Copy every record exactly as it stands. Leave the pictures out.
=== Section Start ===
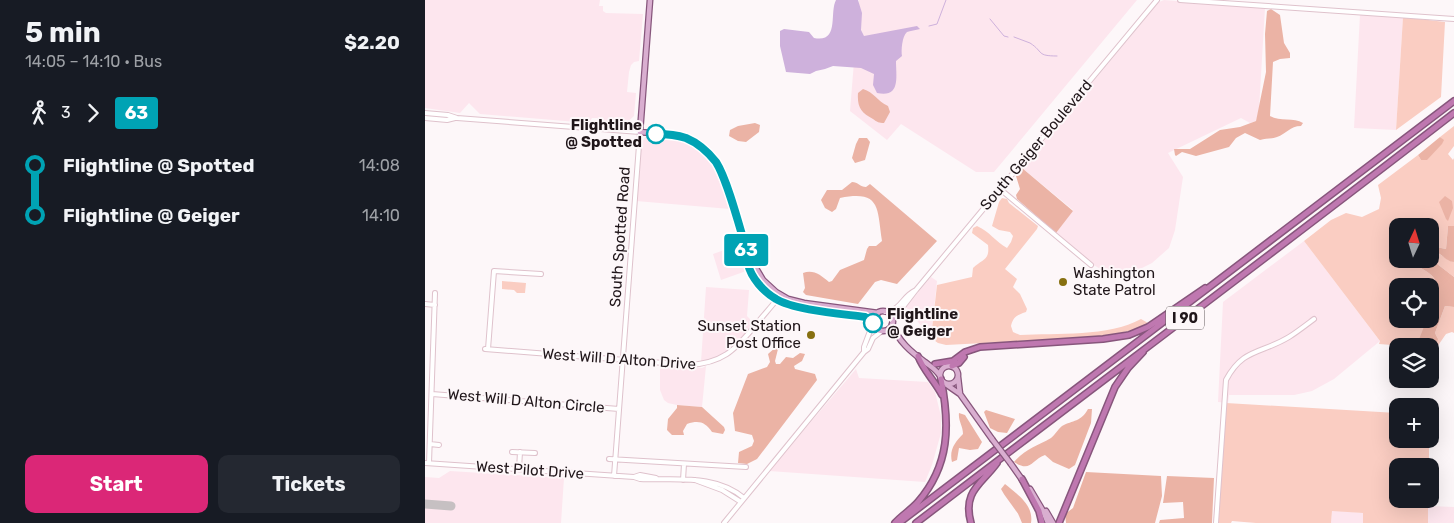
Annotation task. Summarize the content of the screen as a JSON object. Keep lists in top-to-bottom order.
{
  "streets": {
    "highway": ["I 90"],
    "main road": ["South Spotted Road"],
    "street": [
      "South Geiger Boulevard",
      "West Will D Alton Drive",
      "West Will D Alton Circle",
      "West Pilot Drive"
    ]
  },
  "crossings": [
    ["South Spotted Road", "West Will D Alton Drive"],
    ["South Spotted Road", "West Will D Alton Circle"],
    ["South Spotted Road", "West Pilot Drive"]
  ],
  "places": [
    "Flightline @ Spotted",
    "Washington State Patrol",
    "Flightline @ Geiger",
    "Sunset Station Post Office"
  ],
  "lines": ["bus line 63"],
  "north": "top",
  "page": {
    "heading": ["5 min", "14:05 – 14:10 · Bus", "$2.20"],
    "on_map": "63",
    "legs": ["3", "63"],
    "list": [
      {
        "name": "Flightline @ Spotted",
        "value": "14:08"
      },
      {
        "name": "Flightline @ Geiger",
        "value": "14:10"
      }
    ],
    "map_buttons": ["+", "−"],
    "buttons": ["Start", "Tickets"]
  }
}
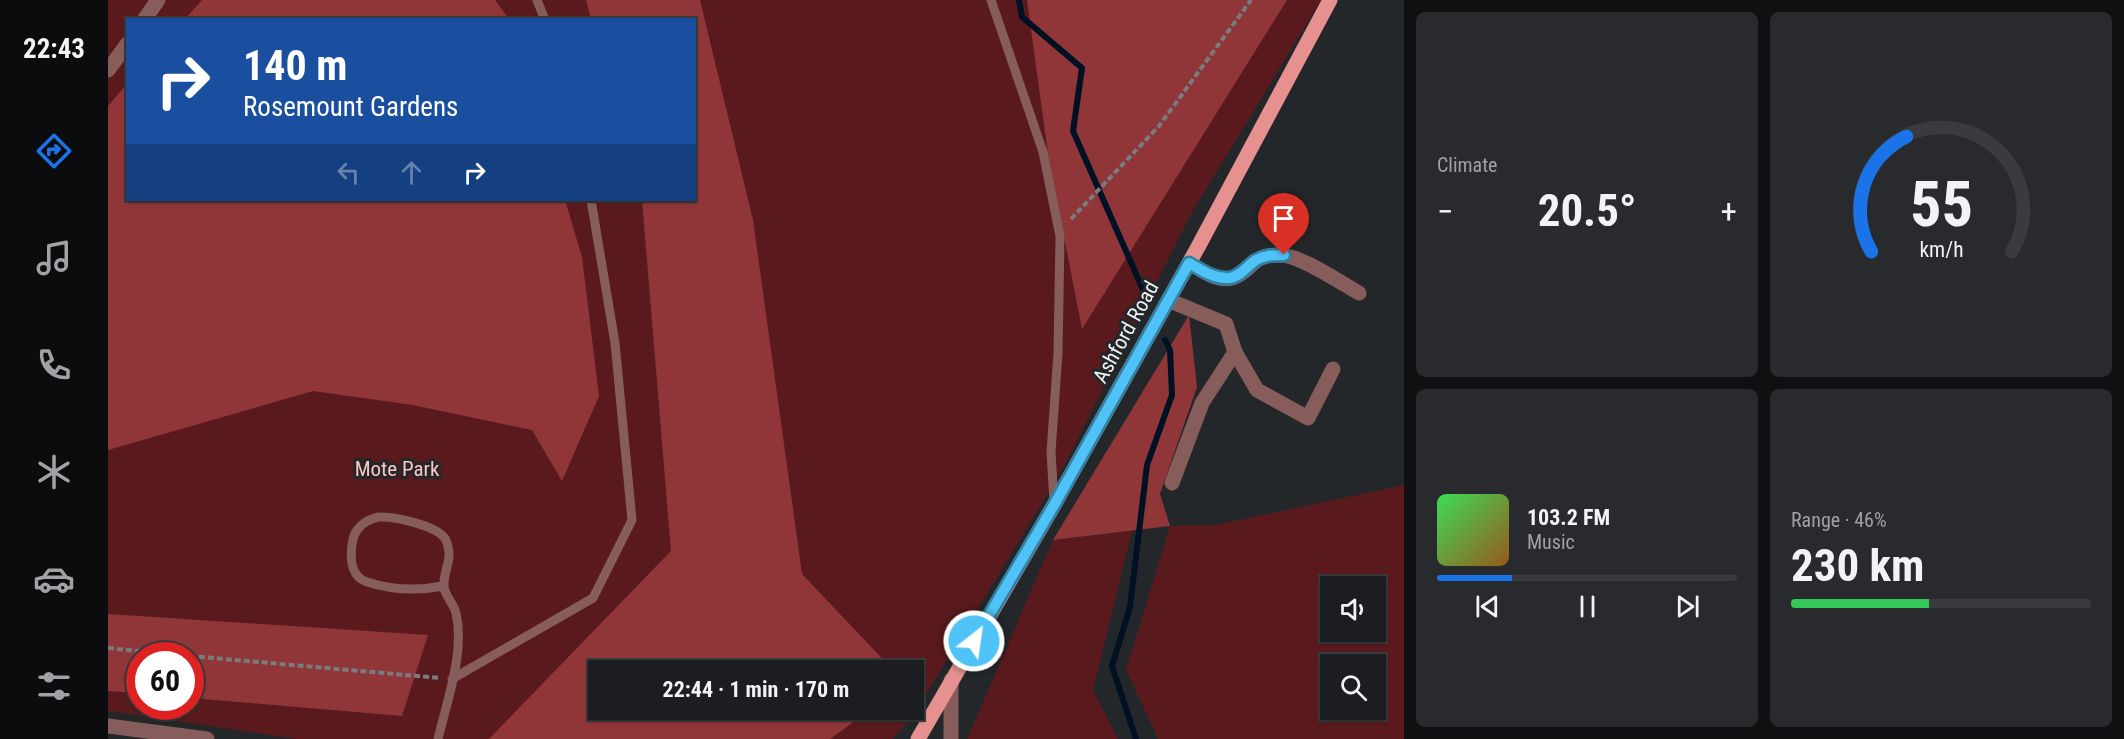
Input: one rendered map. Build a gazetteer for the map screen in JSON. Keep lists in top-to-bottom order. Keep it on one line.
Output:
{"streets":{"main road":["Ashford Road"]},"parks":["Mote Park"],"page":{"tabs":"22:43","tile":["Climate",["Range · 46%","230 km"]],"turn":["140 m","Rosemount Gardens"],"heat":["−","20.5°","+"],"song":["103.2 FM","Music"],"limit":"60","trip":"22:44 · 1 min · 170 m","gauge":["55","km/h"]}}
=== Section End ===
**TASK ANSWER**
Annotation task. Summarize the content of the screen as a JSON object. Keep lists in top-to-bottom order.
{
  "streets": {
    "highway": ["I 90"],
    "main road": ["South Spotted Road"],
    "street": [
      "South Geiger Boulevard",
      "West Will D Alton Drive",
      "West Will D Alton Circle",
      "West Pilot Drive"
    ]
  },
  "crossings": [
    ["South Spotted Road", "West Will D Alton Drive"],
    ["South Spotted Road", "West Will D Alton Circle"],
    ["South Spotted Road", "West Pilot Drive"]
  ],
  "places": [
    "Flightline @ Spotted",
    "Washington State Patrol",
    "Flightline @ Geiger",
    "Sunset Station Post Office"
  ],
  "lines": ["bus line 63"],
  "north": "top",
  "page": {
    "heading": ["5 min", "14:05 – 14:10 · Bus", "$2.20"],
    "on_map": "63",
    "legs": ["3", "63"],
    "list": [
      {
        "name": "Flightline @ Spotted",
        "value": "14:08"
      },
      {
        "name": "Flightline @ Geiger",
        "value": "14:10"
      }
    ],
    "map_buttons": ["+", "−"],
    "buttons": ["Start", "Tickets"]
  }
}
Input: one rendered map. Build a gazetteer for the map screen in JSON. Keep lists in top-to-bottom order. Keep it on one line.
Output:
{"streets":{"main road":["Ashford Road"]},"parks":["Mote Park"],"page":{"tabs":"22:43","tile":["Climate",["Range · 46%","230 km"]],"turn":["140 m","Rosemount Gardens"],"heat":["−","20.5°","+"],"song":["103.2 FM","Music"],"limit":"60","trip":"22:44 · 1 min · 170 m","gauge":["55","km/h"]}}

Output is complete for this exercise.